**EXERCISE**: Without the images, reproduce every entry exactly.

**Dataset entries**:
━━━━━━
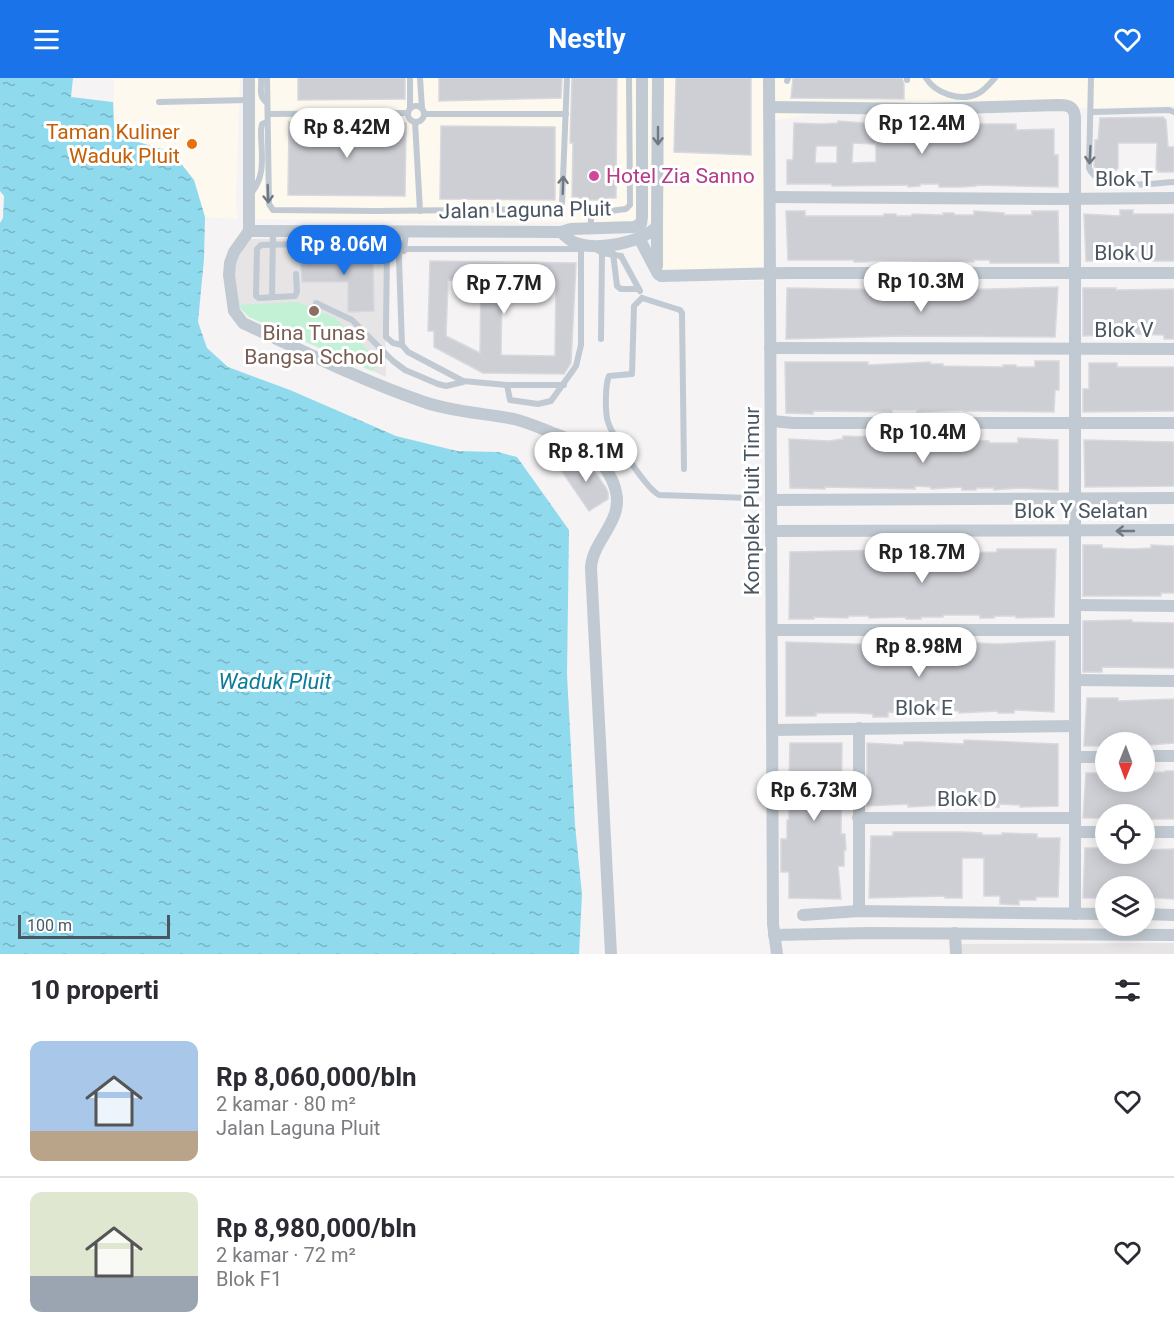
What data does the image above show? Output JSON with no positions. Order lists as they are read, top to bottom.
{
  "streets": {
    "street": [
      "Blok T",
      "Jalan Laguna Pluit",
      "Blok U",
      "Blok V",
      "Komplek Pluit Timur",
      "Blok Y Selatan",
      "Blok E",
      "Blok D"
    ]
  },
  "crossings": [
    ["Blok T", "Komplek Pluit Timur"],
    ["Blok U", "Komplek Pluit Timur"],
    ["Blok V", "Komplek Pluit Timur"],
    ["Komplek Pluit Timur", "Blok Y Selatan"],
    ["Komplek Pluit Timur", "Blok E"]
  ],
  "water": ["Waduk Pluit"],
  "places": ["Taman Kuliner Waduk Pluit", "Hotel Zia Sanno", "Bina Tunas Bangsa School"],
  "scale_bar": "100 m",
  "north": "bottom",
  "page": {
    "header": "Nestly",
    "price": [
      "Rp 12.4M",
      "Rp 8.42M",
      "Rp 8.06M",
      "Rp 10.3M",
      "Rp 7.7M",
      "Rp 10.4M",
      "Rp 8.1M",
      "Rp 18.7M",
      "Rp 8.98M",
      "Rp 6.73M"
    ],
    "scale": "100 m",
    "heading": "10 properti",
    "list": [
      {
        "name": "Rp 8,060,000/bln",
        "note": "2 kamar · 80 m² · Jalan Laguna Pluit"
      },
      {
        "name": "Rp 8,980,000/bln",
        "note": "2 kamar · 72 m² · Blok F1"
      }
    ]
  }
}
━━━━━━
**RESPONSE BELOW**:
What data does the image above show? Output JSON with no positions. Order lists as they are read, top to bottom.
{
  "streets": {
    "street": [
      "Blok T",
      "Jalan Laguna Pluit",
      "Blok U",
      "Blok V",
      "Komplek Pluit Timur",
      "Blok Y Selatan",
      "Blok E",
      "Blok D"
    ]
  },
  "crossings": [
    ["Blok T", "Komplek Pluit Timur"],
    ["Blok U", "Komplek Pluit Timur"],
    ["Blok V", "Komplek Pluit Timur"],
    ["Komplek Pluit Timur", "Blok Y Selatan"],
    ["Komplek Pluit Timur", "Blok E"]
  ],
  "water": ["Waduk Pluit"],
  "places": ["Taman Kuliner Waduk Pluit", "Hotel Zia Sanno", "Bina Tunas Bangsa School"],
  "scale_bar": "100 m",
  "north": "bottom",
  "page": {
    "header": "Nestly",
    "price": [
      "Rp 12.4M",
      "Rp 8.42M",
      "Rp 8.06M",
      "Rp 10.3M",
      "Rp 7.7M",
      "Rp 10.4M",
      "Rp 8.1M",
      "Rp 18.7M",
      "Rp 8.98M",
      "Rp 6.73M"
    ],
    "scale": "100 m",
    "heading": "10 properti",
    "list": [
      {
        "name": "Rp 8,060,000/bln",
        "note": "2 kamar · 80 m² · Jalan Laguna Pluit"
      },
      {
        "name": "Rp 8,980,000/bln",
        "note": "2 kamar · 72 m² · Blok F1"
      }
    ]
  }
}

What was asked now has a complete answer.